Your task: When you reach the line containing "M0,893L22,935" in the entries below, begin reproducing lines exactly, and stop once the line containing "<!-- secondary -->" is done.

Saved entries
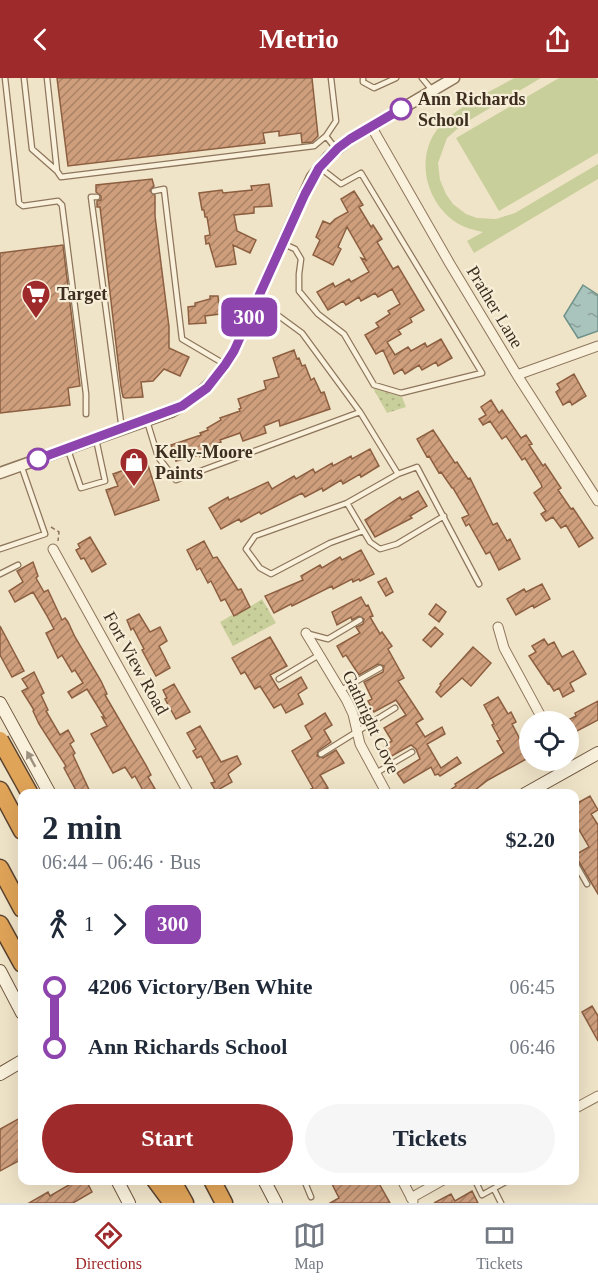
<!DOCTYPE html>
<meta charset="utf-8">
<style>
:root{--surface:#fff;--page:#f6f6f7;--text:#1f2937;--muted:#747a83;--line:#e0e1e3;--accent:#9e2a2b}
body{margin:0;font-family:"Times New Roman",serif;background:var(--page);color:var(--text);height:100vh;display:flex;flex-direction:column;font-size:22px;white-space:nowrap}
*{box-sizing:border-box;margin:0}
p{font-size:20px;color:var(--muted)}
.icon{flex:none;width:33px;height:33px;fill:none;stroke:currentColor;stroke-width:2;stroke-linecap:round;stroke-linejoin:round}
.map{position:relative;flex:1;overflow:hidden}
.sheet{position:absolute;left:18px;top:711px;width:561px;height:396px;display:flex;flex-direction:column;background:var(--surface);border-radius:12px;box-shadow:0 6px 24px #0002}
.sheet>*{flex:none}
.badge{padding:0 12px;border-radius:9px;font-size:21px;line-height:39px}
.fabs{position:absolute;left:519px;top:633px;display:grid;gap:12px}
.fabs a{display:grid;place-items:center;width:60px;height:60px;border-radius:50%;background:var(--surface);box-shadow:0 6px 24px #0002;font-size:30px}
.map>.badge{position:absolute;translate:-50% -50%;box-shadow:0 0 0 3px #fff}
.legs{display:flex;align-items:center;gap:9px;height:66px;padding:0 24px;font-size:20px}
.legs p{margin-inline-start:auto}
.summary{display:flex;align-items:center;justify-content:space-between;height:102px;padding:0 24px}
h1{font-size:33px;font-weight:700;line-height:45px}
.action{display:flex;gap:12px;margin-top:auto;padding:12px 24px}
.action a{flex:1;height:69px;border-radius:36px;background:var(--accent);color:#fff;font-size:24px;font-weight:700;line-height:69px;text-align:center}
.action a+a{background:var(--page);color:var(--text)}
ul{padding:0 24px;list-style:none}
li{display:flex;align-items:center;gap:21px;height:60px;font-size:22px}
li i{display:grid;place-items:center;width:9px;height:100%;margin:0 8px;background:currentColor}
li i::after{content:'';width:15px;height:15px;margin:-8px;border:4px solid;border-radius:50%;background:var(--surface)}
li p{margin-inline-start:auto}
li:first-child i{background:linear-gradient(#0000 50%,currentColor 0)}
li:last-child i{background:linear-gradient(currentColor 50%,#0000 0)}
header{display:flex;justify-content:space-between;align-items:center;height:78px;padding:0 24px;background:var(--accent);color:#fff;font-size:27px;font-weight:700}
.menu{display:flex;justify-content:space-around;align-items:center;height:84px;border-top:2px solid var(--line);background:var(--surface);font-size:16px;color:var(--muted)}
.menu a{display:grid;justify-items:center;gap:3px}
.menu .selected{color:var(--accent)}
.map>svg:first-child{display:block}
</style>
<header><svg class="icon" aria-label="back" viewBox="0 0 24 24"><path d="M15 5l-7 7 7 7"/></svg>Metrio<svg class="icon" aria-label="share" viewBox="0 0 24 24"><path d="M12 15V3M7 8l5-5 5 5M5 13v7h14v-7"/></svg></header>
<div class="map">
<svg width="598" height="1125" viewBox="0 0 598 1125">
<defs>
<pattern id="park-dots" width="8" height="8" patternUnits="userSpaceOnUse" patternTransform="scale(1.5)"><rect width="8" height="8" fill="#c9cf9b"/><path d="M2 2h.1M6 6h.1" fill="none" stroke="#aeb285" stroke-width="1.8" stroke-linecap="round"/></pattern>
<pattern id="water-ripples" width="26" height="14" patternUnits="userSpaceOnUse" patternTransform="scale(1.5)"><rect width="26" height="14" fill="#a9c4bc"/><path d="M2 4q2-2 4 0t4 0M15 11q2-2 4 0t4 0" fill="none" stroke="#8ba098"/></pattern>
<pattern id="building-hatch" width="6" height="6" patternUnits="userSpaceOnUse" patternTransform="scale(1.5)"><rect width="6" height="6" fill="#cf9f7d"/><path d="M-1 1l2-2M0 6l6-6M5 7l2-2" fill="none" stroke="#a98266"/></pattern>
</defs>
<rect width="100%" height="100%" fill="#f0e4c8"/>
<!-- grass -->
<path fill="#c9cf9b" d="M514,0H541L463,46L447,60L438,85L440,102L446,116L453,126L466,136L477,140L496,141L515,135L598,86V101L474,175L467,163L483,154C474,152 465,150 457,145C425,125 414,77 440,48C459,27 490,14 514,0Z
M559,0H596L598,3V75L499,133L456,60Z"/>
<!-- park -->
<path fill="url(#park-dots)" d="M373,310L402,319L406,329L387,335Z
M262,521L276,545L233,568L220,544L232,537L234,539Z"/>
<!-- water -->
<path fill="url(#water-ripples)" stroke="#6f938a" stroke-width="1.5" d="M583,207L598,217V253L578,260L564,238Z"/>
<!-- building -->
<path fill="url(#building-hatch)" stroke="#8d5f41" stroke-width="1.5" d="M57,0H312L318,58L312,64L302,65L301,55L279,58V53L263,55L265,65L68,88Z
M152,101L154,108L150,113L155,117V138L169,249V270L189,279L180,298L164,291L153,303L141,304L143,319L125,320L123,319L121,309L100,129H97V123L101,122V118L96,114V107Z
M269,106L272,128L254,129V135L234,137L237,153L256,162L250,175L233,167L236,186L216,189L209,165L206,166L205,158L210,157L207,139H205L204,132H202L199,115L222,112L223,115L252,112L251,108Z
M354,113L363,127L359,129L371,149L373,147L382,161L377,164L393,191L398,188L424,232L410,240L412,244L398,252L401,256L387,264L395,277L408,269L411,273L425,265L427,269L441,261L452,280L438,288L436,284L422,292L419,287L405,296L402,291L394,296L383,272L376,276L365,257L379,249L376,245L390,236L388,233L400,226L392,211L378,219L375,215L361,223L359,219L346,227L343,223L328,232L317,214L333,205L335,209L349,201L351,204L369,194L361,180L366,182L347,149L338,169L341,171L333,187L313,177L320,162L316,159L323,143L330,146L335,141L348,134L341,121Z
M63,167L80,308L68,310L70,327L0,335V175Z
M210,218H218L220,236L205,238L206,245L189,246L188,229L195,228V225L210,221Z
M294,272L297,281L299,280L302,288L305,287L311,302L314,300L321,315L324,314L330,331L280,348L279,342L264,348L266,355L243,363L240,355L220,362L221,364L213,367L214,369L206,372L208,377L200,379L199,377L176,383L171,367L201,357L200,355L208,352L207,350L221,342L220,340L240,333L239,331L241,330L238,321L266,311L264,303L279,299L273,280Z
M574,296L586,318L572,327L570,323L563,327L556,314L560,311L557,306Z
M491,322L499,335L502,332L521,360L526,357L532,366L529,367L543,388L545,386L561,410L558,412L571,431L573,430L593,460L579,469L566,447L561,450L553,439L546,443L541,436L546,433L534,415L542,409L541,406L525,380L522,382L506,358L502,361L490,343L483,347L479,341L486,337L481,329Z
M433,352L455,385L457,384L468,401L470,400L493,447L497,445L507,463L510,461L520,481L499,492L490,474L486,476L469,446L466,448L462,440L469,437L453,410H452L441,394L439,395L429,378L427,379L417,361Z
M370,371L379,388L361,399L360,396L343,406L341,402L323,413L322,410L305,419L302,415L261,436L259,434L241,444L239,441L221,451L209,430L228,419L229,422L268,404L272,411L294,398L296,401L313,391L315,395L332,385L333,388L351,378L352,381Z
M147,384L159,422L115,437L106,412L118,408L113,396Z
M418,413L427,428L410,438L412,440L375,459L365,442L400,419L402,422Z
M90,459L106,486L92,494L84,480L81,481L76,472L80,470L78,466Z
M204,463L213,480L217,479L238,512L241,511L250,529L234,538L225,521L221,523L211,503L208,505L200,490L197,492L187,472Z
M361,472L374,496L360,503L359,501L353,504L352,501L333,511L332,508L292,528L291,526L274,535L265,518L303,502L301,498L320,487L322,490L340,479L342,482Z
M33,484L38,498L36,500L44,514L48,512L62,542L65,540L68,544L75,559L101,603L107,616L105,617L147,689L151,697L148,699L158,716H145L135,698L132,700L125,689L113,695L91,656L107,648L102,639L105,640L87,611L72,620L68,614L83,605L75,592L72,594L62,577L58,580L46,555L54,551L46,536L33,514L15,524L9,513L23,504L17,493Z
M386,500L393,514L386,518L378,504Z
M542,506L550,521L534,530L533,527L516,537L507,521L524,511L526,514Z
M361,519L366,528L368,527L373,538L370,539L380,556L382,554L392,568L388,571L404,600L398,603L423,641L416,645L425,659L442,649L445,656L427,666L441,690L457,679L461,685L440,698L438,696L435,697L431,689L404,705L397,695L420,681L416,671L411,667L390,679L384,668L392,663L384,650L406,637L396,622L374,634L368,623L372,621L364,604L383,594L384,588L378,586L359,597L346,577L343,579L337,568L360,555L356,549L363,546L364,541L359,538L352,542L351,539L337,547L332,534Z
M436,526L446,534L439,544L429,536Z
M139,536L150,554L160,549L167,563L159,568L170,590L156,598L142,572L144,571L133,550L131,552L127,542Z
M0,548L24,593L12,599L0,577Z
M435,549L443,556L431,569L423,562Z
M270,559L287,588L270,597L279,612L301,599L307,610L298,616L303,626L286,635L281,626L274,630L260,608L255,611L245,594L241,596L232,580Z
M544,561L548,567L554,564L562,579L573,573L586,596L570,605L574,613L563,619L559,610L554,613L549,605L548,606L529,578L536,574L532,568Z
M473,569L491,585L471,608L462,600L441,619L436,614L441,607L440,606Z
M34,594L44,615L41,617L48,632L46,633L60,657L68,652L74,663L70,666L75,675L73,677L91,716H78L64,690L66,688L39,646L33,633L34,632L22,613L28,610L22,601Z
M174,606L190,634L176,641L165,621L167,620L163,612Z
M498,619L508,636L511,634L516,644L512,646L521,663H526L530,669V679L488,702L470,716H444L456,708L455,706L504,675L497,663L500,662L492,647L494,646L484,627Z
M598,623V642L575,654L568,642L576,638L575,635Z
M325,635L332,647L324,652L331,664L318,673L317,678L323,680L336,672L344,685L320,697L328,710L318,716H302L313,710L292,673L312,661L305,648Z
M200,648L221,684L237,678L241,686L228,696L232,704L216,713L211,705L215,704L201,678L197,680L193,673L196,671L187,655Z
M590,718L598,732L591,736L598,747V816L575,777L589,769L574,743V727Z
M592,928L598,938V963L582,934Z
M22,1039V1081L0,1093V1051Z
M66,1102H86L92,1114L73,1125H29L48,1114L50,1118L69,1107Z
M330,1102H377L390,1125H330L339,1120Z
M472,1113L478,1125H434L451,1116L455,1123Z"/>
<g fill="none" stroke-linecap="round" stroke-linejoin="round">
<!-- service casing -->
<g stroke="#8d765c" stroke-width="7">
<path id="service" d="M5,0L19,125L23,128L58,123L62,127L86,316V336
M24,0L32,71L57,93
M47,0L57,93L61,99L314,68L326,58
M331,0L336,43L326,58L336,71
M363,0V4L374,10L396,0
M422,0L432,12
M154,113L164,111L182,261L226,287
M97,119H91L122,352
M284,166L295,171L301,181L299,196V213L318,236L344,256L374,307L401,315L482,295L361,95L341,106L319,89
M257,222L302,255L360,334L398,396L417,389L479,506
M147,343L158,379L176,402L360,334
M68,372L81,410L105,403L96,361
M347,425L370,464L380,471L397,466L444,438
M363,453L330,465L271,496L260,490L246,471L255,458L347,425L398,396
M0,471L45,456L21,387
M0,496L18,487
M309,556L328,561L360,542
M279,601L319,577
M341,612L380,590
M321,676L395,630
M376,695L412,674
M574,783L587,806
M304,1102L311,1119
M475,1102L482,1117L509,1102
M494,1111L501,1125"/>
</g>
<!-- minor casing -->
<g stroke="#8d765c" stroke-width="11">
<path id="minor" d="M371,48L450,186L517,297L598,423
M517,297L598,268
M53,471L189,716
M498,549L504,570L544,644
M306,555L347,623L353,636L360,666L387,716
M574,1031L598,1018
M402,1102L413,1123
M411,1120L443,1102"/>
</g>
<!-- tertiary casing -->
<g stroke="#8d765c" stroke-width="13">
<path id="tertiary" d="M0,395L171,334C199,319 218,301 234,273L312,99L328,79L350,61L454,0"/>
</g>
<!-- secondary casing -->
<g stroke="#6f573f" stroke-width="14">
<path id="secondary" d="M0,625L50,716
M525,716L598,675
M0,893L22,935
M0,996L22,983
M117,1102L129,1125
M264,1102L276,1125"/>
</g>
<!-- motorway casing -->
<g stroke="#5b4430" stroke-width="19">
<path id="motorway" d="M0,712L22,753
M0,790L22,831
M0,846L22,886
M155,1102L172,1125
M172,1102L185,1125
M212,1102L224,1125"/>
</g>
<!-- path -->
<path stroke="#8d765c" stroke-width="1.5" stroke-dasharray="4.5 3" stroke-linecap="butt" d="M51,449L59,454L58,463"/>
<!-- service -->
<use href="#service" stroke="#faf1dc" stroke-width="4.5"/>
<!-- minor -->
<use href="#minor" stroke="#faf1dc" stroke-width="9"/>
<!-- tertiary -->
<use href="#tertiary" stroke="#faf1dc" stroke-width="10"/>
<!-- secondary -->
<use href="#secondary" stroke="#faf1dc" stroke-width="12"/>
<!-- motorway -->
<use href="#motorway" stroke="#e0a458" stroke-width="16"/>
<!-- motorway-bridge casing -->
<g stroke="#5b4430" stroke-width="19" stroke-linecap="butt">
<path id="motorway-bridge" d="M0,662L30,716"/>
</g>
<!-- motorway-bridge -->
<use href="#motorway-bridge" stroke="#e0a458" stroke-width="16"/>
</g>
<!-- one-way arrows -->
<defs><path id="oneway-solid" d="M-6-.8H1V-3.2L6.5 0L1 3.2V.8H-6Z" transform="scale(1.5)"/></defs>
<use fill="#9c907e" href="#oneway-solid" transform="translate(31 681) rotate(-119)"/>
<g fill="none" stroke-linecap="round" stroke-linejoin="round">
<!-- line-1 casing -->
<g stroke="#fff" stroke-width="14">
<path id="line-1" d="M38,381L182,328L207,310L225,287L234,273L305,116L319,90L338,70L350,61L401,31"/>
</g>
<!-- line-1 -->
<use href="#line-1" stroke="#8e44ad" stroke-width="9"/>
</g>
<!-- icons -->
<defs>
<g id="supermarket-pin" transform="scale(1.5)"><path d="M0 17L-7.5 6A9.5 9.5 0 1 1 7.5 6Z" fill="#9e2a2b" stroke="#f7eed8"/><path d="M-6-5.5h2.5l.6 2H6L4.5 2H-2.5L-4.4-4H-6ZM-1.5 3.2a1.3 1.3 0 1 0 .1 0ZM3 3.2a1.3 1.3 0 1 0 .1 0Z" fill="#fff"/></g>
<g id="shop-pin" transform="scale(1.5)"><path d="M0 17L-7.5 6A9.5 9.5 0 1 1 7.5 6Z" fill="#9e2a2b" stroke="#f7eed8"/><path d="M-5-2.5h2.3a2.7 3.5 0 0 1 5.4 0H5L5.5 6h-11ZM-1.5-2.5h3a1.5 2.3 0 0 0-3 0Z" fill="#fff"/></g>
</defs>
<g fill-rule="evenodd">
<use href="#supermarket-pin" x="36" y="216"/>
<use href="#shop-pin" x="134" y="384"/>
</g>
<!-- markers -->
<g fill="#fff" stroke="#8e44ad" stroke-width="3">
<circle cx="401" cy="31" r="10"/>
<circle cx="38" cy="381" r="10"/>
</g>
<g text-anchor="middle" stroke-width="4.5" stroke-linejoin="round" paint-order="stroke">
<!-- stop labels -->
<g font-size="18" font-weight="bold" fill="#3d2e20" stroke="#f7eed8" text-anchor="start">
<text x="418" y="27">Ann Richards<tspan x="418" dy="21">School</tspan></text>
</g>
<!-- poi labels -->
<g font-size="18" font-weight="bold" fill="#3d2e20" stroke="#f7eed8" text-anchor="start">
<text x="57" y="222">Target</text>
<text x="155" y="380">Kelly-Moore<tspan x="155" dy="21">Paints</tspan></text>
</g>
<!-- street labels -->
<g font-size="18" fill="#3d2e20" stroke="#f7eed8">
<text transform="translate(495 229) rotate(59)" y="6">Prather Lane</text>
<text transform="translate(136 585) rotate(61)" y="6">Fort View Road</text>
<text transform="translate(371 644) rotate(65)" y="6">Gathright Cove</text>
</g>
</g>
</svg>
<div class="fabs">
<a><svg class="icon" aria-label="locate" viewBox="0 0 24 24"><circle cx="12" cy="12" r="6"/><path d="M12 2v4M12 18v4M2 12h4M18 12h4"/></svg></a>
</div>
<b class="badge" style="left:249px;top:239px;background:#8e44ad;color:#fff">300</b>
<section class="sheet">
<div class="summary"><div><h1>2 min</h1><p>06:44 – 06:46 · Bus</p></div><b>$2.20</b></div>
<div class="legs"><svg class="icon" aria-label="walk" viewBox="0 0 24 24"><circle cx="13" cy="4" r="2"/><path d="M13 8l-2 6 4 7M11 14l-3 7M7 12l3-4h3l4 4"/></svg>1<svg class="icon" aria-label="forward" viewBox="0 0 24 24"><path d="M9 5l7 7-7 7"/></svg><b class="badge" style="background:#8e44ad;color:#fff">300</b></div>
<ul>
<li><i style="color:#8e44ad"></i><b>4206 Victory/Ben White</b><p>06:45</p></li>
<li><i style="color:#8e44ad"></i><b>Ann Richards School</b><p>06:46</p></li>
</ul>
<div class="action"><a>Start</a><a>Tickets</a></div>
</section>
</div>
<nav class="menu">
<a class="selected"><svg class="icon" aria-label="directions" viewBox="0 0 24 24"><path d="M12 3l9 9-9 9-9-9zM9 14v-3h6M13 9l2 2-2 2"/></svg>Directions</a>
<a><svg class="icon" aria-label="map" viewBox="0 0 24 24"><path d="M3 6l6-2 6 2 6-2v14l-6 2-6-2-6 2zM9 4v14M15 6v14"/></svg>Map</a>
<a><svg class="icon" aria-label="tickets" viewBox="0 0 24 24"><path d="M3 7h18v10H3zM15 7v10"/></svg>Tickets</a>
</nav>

Task result:
M0,893L22,935
M0,996L22,983
M117,1102L129,1125
M264,1102L276,1125"/>
</g>
<!-- motorway casing -->
<g stroke="#5b4430" stroke-width="19">
<path id="motorway" d="M0,712L22,753
M0,790L22,831
M0,846L22,886
M155,1102L172,1125
M172,1102L185,1125
M212,1102L224,1125"/>
</g>
<!-- path -->
<path stroke="#8d765c" stroke-width="1.5" stroke-dasharray="4.5 3" stroke-linecap="butt" d="M51,449L59,454L58,463"/>
<!-- service -->
<use href="#service" stroke="#faf1dc" stroke-width="4.5"/>
<!-- minor -->
<use href="#minor" stroke="#faf1dc" stroke-width="9"/>
<!-- tertiary -->
<use href="#tertiary" stroke="#faf1dc" stroke-width="10"/>
<!-- secondary -->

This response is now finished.